Mg Anode Corrosion in Aqueous Electrolytes and Implications for Mg-Air Batteries

Abstract

Aqueous Mg-air primary batteries possess many favorable attributes for energy storage because Mg is affordable, abundant, and lightweight. However, parasitic corrosion of Mg in aqueous electrolytes generates H2 and surprisingly increases with increasing current density during battery discharge (Mg oxidation), limiting the faradaic efficiency of aqueous Mg batteries. In this study, differential electrochemical mass spectrometry and H2 pressure rise measurements were used to characterize Mg corrosion in Mg-air batteries employing aqueous electrolytes with salts (NaCl, NaNO3, NaPO4, and a NaCl/NaPO4 mixture) that provide various degrees of Mg passivation. H2 evolution rates were highest in NaCl electrolytes and lowest in NaNO3 electrolytes. However, NaNO3 salts reduced the H2-evolving corrosion rate at the expense of introducing a nitrate to nitrite corrosion reaction into the battery. The combined Mg corrosion rate in the nitrate-based electrolyte was still lowest among those electrolytes studied.
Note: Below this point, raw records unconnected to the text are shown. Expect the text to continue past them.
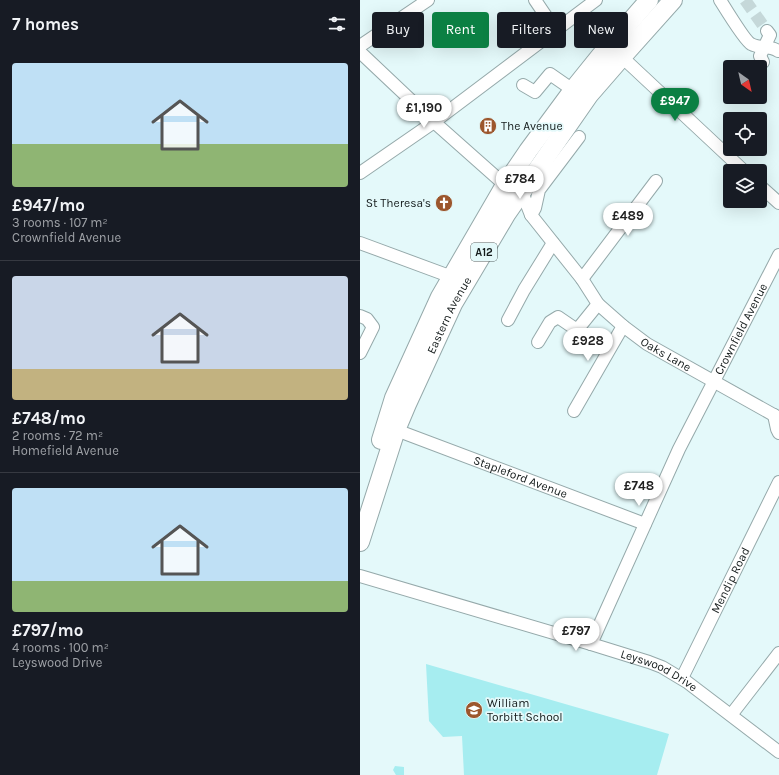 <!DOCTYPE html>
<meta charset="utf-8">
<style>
body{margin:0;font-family:Karla,sans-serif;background:#20242c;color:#f1f3f6;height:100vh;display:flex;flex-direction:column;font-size:15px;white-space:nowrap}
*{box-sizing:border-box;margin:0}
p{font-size:13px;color:#9ea1a6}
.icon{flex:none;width:22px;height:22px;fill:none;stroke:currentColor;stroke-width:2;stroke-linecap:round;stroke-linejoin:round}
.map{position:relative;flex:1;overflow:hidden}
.drawer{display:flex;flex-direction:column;background:#171b24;width:360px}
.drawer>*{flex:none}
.hud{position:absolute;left:12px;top:12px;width:347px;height:36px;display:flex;gap:8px}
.needle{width:26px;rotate:146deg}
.fabs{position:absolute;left:363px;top:60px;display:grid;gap:8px}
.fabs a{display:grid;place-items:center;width:44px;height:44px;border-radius:4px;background:#171b24;box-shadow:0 4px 16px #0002;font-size:20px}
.price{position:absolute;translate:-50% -34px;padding:0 9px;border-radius:14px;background:#fff;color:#222;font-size:13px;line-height:26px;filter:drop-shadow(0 1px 2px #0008)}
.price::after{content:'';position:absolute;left:50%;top:24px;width:12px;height:9px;margin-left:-6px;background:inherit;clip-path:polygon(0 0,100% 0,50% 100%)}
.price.active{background:#0b8043;color:#fff}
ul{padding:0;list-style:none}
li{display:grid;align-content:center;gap:8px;height:212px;padding:0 12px}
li+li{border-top:1px solid #363941}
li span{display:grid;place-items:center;height:124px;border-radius:4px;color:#555}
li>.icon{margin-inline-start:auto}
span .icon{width:72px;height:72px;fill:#fffc;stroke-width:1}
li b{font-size:17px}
h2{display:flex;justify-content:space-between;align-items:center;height:48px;padding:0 12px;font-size:17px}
.tag{padding:0 14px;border-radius:4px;background:#171b24;box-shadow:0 4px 16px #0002;font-size:14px;line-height:36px}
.tag.active{background:#0b8043;color:#fff}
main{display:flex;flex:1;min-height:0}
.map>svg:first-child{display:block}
.green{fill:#a6edf0}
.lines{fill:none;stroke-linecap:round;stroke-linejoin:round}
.minor-tunnel{stroke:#c5d8d9;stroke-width:12;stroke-dasharray:12 6;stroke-linecap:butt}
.minor-casing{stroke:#95a9aa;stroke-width:14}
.highway-casing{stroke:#95a9aa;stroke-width:20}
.minor{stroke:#fff;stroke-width:12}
.highway{stroke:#fff;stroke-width:18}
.labels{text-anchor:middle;stroke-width:3.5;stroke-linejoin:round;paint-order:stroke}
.shield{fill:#e4f9fa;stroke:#525e5e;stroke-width:1}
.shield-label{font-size:11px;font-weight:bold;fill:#141b1b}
.poi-label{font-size:12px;fill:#141b1b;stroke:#e4f9fa;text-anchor:start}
.street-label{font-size:12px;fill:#141b1b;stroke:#e4f9fa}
</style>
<main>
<section class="drawer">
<h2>7 homes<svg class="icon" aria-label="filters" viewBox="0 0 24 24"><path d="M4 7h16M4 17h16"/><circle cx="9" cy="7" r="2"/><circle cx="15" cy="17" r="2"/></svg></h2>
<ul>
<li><span style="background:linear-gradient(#bfe0f5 65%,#8fb573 0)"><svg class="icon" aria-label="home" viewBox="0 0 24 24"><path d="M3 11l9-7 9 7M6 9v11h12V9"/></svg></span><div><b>£947/mo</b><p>3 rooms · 107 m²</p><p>Crownfield Avenue</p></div></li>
<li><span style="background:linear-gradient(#c9d6e8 75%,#c2b280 0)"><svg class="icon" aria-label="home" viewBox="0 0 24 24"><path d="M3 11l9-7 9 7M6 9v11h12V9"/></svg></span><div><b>£748/mo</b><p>2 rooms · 72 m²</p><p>Homefield Avenue</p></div></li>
<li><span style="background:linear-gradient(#bfe0f5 75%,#8fb573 0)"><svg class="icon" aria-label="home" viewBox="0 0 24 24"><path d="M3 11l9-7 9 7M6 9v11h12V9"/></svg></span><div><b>£797/mo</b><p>4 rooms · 100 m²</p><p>Leyswood Drive</p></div></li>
</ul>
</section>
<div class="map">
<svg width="419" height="775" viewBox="0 0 419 775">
<rect width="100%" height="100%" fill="#e4f9fa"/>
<g class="green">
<polygon points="66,664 309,734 297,775 104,775 102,736 83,737 69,721"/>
<polygon points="35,766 44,767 44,775 36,775 33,770"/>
</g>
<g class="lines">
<polyline class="minor-tunnel" points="385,0 407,31"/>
<defs>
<g id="minor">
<polyline points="175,0 196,31"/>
<path d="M360,0C365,8 385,41 391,44C400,49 410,45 418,51"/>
<polyline points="0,46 68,0"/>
<polyline points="0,52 74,122 145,185"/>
<polyline points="262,57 384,171"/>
<polyline points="403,62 400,56 410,35 407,31"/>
<polyline points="163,85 175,92 190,74 213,90"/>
<polyline points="0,173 74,122 236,0"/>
<polyline points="400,186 419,203"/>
<path id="s1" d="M162,192L171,215L222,279L238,304L263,326L287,344L419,418"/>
<polyline points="171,215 175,208 179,190 219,137"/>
<polyline points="0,243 92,277"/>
<polyline points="222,279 296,181"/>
<polyline points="0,316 7,319 13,327 0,353"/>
<polyline points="148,320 164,290 193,243"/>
<polyline points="178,342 190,322 198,317 217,330 238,304"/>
<polyline points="214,411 263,326"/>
<polyline points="414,415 417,429 419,433"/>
<path id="s2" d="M36,430L285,524"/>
<path id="s3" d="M0,576L231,644L289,662L302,667L327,682L419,752"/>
<path id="s4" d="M231,644L319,449L419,255"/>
<path id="s5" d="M322,678L419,482"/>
<polyline points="371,715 419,653"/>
</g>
<g id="highway">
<polyline points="21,440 34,398 80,297 145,185 168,151 216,86 241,55 289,0"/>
<path id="s6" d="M0,542L36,430L47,404L93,304L147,213L229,95L262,57L313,0"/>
</g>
</defs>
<use href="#minor" class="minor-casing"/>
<use href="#highway" class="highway-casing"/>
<use href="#minor" class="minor"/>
<use href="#highway" class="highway"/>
</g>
<defs>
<symbol id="building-disc" viewBox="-11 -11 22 22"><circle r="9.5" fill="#9c562d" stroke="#e4f9fa"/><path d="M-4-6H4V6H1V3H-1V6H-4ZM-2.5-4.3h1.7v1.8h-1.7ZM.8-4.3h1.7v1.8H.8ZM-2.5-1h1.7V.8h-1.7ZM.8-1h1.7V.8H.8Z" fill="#fff"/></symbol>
<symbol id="church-disc" viewBox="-11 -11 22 22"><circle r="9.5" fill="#9c562d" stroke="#e4f9fa"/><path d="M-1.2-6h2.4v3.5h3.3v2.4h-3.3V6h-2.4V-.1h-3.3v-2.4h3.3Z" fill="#fff"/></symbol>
<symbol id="school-disc" viewBox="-11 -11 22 22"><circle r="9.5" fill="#9c562d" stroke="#e4f9fa"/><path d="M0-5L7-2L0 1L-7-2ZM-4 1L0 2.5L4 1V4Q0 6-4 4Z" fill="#fff"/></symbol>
</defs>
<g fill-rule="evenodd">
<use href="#building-disc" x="118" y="116" width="20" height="20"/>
<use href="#church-disc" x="74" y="193" width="20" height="20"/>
<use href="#school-disc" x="104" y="700" width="20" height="20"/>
</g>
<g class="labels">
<rect class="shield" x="111" y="243" width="26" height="18" rx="3"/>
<g class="shield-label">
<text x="124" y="256">A12</text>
</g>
<g class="poi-label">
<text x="141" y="130">The Avenue</text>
<text x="71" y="207" text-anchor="end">St Theresa's</text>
<text x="127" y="707">William<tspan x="127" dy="14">Torbitt School</tspan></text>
</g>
<g class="street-label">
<text dy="4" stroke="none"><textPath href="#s6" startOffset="244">Eastern Avenue</textPath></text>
<text dy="4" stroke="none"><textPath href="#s4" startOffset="349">Crownfield Avenue</textPath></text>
<text dy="4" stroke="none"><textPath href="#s1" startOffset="221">Oaks Lane</textPath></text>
<text dy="4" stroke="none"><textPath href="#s2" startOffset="133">Stapleford Avenue</textPath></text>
<text dy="4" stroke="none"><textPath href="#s5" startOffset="109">Mendip Road</textPath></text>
<text dy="4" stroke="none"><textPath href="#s3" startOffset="314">Leyswood Drive</textPath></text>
</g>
</g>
</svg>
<div class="fabs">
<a><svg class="needle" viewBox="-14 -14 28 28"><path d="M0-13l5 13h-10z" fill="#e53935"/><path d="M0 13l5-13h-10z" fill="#9ea1a6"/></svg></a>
<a><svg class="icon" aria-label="locate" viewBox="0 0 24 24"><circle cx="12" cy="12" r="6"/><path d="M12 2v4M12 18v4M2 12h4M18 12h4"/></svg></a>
<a><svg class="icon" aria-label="layers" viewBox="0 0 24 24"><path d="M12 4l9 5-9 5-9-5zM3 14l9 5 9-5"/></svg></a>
</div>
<b class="price active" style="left:315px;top:122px">£947</b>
<b class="price" style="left:64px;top:129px">£1,190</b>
<b class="price" style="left:160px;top:200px">£784</b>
<b class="price" style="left:268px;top:237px">£489</b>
<b class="price" style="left:228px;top:362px">£928</b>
<b class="price" style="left:279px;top:507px">£748</b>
<b class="price" style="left:216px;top:652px">£797</b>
<div class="hud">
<a class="tag">Buy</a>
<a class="tag active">Rent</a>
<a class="tag">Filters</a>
<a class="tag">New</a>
</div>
</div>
</main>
The nitrate to nitrite corrosion reaction also lowered the magnitude of the Mg anodic potential and therefore decreased the overall Mg-O2 battery voltage compared to the NaCl electrolyte. Nevertheless, Mg-O2 batteries utilizing a NaNO3 electrolyte allowed for 60% larger discharge capacity and 50% higher Mg oxidation faradaic efficiency compared to a NaCl electrolyte.